__What is required__: Please set down the data word for word; images do not go in the copy.

*** Opening Recorded information ***

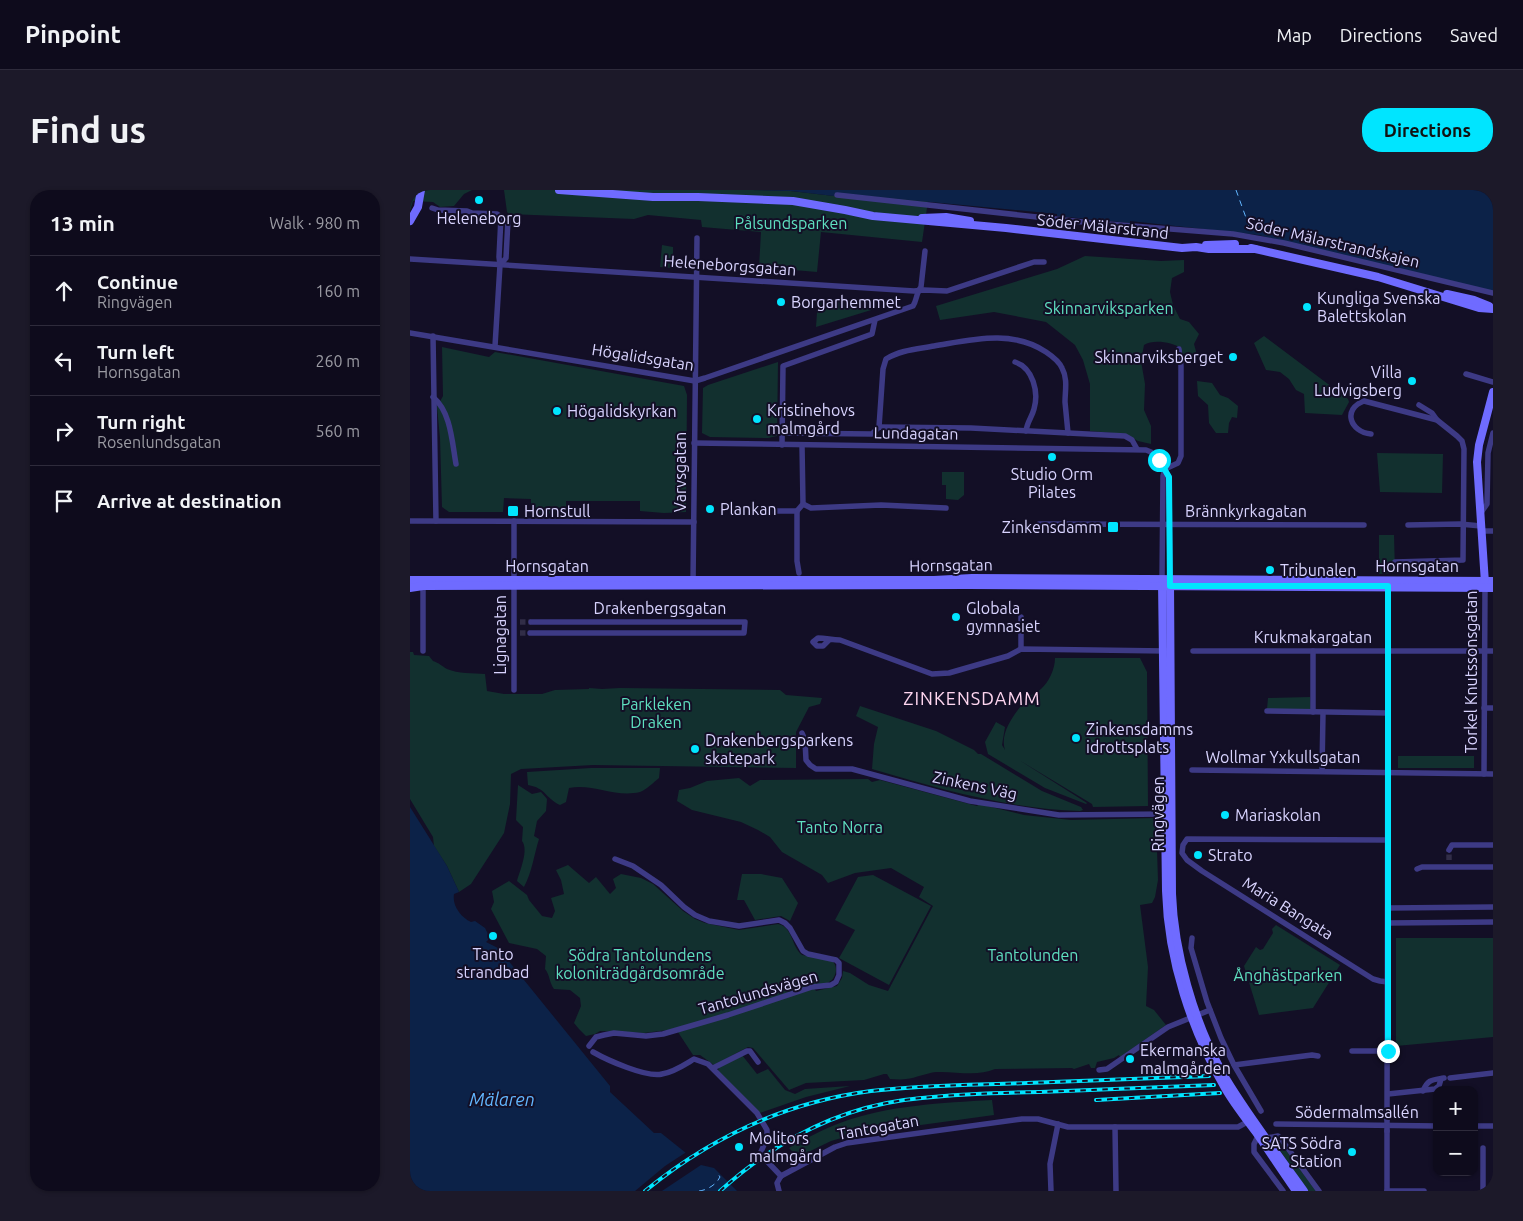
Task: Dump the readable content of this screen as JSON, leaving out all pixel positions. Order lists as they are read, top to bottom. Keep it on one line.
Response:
{"streets":{"main road":["Söder Mälarstrand","Hornsgatan","Torkel Knutssonsgatan","Ringvägen"],"street":["Söder Mälarstrandskajen","Heleneborgsgatan","Högalidsgatan","Lundagatan","Varvsgatan","Brännkyrkagatan","Drakenbergsgatan","Lignagatan","Krukmakargatan","Wollmar Yxkullsgatan","Zinkens Väg","Maria Bangata","Tantolundsvägen","Södermalmsallén","Tantogatan"]},"crossings":[["Heleneborgsgatan","Högalidsgatan"],["Heleneborgsgatan","Varvsgatan"],["Högalidsgatan","Varvsgatan"],["Lundagatan","Varvsgatan"],["Lundagatan","Ringvägen"],["Varvsgatan","Hornsgatan"],["Brännkyrkagatan","Ringvägen"],["Hornsgatan","Lignagatan"],["Hornsgatan","Torkel Knutssonsgatan"],["Hornsgatan","Ringvägen"],["Krukmakargatan","Torkel Knutssonsgatan"],["Torkel Knutssonsgatan","Wollmar Yxkullsgatan"],["Zinkens Väg","Ringvägen"],["Ringvägen","Tantogatan"]],"districts":["ZINKENSDAMM"],"water":["Mälaren"],"parks":["Pålsundsparken","Skinnarviksparken","Parkleken Draken","Tanto Norra","Södra Tantolundens koloniträdgårdsområde","Tantolunden","Ånghästparken"],"places":{"other":["Heleneborg","Borgarhemmet","Kungliga Svenska Balettskolan","Skinnarviksberget","Villa Ludvigsberg","Högalidskyrkan","Kristinehovs malmgård","Studio Orm Pilates","Plankan","Tribunalen","Globala gymnasiet","Zinkensdamms idrottsplats","Drakenbergsparkens skatepark","Mariaskolan","Strato","Tanto strandbad","Ekermanska malmgården","Molitors malmgård","SATS Södra Station"],"transit":["Hornstull","Zinkensdamm"]},"page":{"header":"Pinpoint","nav":["Map","Directions","Saved"],"buttons":"Directions","title":"Find us","heading":["13 min","Walk · 980 m"],"list":[["Continue","Ringvägen","160 m"],["Turn left","Hornsgatan","260 m"],["Turn right","Rosenlundsgatan","560 m"],"Arrive at destination"],"map_buttons":["+","−"]}}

*** Closing Recorded information ***

__Result__:
Task: Dump the readable content of this screen as JSON, leaving out all pixel positions. Order lists as they are read, top to bottom. Keep it on one line.
Response:
{"streets":{"main road":["Söder Mälarstrand","Hornsgatan","Torkel Knutssonsgatan","Ringvägen"],"street":["Söder Mälarstrandskajen","Heleneborgsgatan","Högalidsgatan","Lundagatan","Varvsgatan","Brännkyrkagatan","Drakenbergsgatan","Lignagatan","Krukmakargatan","Wollmar Yxkullsgatan","Zinkens Väg","Maria Bangata","Tantolundsvägen","Södermalmsallén","Tantogatan"]},"crossings":[["Heleneborgsgatan","Högalidsgatan"],["Heleneborgsgatan","Varvsgatan"],["Högalidsgatan","Varvsgatan"],["Lundagatan","Varvsgatan"],["Lundagatan","Ringvägen"],["Varvsgatan","Hornsgatan"],["Brännkyrkagatan","Ringvägen"],["Hornsgatan","Lignagatan"],["Hornsgatan","Torkel Knutssonsgatan"],["Hornsgatan","Ringvägen"],["Krukmakargatan","Torkel Knutssonsgatan"],["Torkel Knutssonsgatan","Wollmar Yxkullsgatan"],["Zinkens Väg","Ringvägen"],["Ringvägen","Tantogatan"]],"districts":["ZINKENSDAMM"],"water":["Mälaren"],"parks":["Pålsundsparken","Skinnarviksparken","Parkleken Draken","Tanto Norra","Södra Tantolundens koloniträdgårdsområde","Tantolunden","Ånghästparken"],"places":{"other":["Heleneborg","Borgarhemmet","Kungliga Svenska Balettskolan","Skinnarviksberget","Villa Ludvigsberg","Högalidskyrkan","Kristinehovs malmgård","Studio Orm Pilates","Plankan","Tribunalen","Globala gymnasiet","Zinkensdamms idrottsplats","Drakenbergsparkens skatepark","Mariaskolan","Strato","Tanto strandbad","Ekermanska malmgården","Molitors malmgård","SATS Södra Station"],"transit":["Hornstull","Zinkensdamm"]},"page":{"header":"Pinpoint","nav":["Map","Directions","Saved"],"buttons":"Directions","title":"Find us","heading":["13 min","Walk · 980 m"],"list":[["Continue","Ringvägen","160 m"],["Turn left","Hornsgatan","260 m"],["Turn right","Rosenlundsgatan","560 m"],"Arrive at destination"],"map_buttons":["+","−"]}}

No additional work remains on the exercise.